Pence, come Harris, è stato penalizzato nei sondaggi dal radicale processo di polarizzazione politica tra democratici e repubblicani concretizzatosi negli anni precedenti l’ascesa di Trump e durante l’ultima amministrazione. Entrambi sono enormemente staccati dai rating di cui usufruirono i predecessori: dopo i primi mesi di governo, contro il -8% di Kamala Harris e i pochi punti in più di Pence (che oscillava tra il -4 e il 5%) nel raffronto tra percentuale di elettori favorevoli e contrari, Al Gore durante l’amministrazione Clinton faceva registrare un differenziale di +28,8%, Dick Cheney, vice e dominus dell’amministrazione Bush, un +41,9% e Joe Biden, nell’era Obama, nonostante le prime tendenze di divisionismo segnava un +9,5%.

Il problema principale di Kamala Harris è, in quest’ottica, il fatto che nei primi mesi di amministrazione la sua visibilità politica è stata decisamente maggiore di quella di Pence e Biden nei rispettivi esordi e questo lascia presagire un possibile avvitamento dei consensi o, ancora peggio nella sua ottica, una marginalizzazione istituzionale. Non a caso la Harris è stata colpita dal calo di popolarità in occasione della difficile gestione della crisi dei migranti a cui Biden l’ha preposta conferendole i poteri degni di un vero e proprio capo di Stato.

La Harris è riuscita nel risultato di mettere d’accordo sinistra radicale dem e destra repubblicana nel giudizio sulla sua inadeguatezza nella gestione della crisi. Per motivi diversi, entrambi l’hanno accusata di opportunismo e limiti operativi: la sinistra dem l’ha accusata di aver voluto inseguire il Grand Old Party col celebre discorso di dissuasione contro i migranti e ha ripescato, dopo averla a lungo messa a tacere mentre la Harris si faceva la fama di eroina liberal, la sua controversa condotta da procuratrice nei confronti degli esponenti di diverse minoranze. La destra repubblicana ha invece contestato l’assenza di risultati concreti.

Raramente disposta a comunicare coi giornalisti, la Harris è risultata praticamente irreperibile nei giorni in cui si consumava la rotta afghana. Facendo insorgere in questo modo tutti: i repubblicani alla carica contro l’amministrazione, i progressisti moderati che l’hanno accusata di viltà, le femministe per aver dimenticato la causa delle donne afghane, come riporta Affari Italiani.

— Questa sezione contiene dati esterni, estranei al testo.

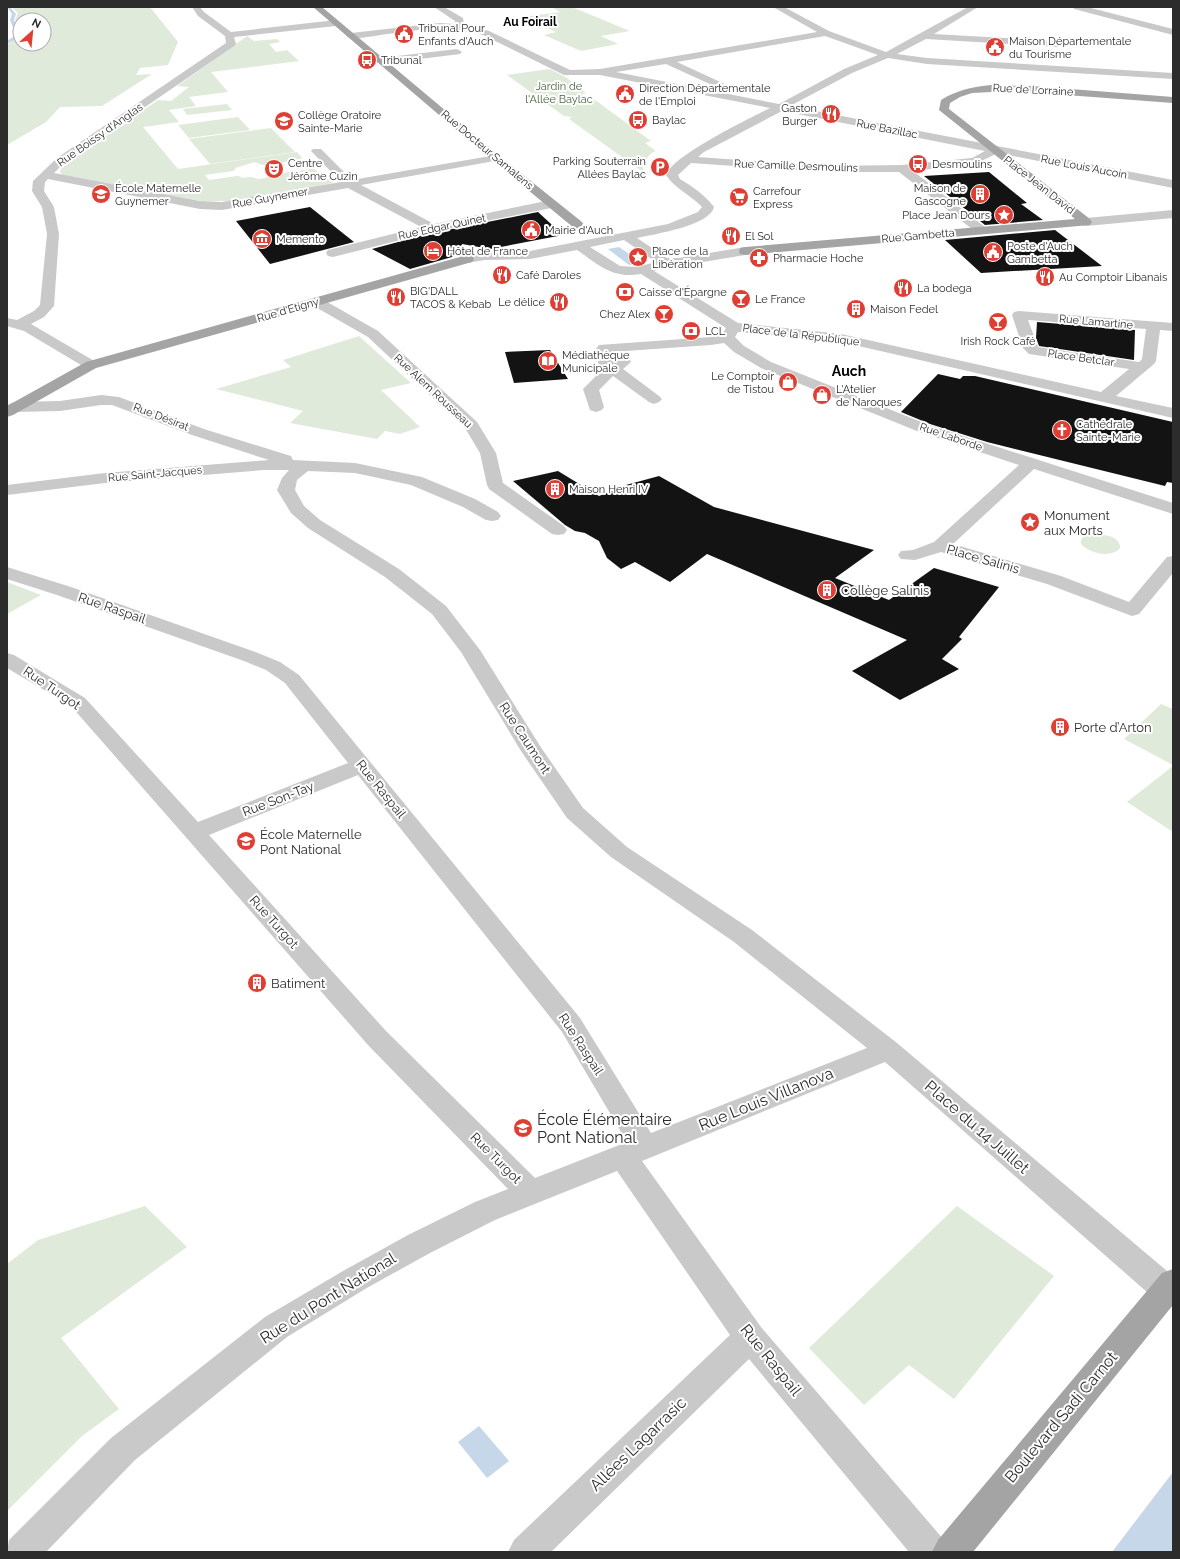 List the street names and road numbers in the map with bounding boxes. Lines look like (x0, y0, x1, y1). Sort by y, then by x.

Nelle prossime settimane, infine, la Harris sarà chiamata di fronte alla sfida in Senato, istituzione di cui in quanto vicepresidente ha la guida, per cercare di evitare che i pacchetti economici dell’amministrazione Biden franino per la scelta di sfilarsi dei dem più conservatori, Joe Manchin e Kyrsten Sinema, che potrebbe creare problemi anche in vista del rinnovo del tetto sul debito federale. Una rotta a Capitol Hill, dopo la crisi afghana, azzopperebbe la presidenza Biden in maniera difficilmente rimediabile entro le elezioni di midterm del 2022 e pregiudicherebbe le possibilità della Harris di essere una valida candidata per la Casa Bianca in futuro. Lungi dall’essere una passerella, la vicepresidenza sta trasformandosi per la Harris in un calvario politico: e non è da escludere che sul lungo periodo la vittima politica dei problemi dell’amministrazione Biden possa proprio essere l’erede designata del navigato inquilino della Casa Bianca.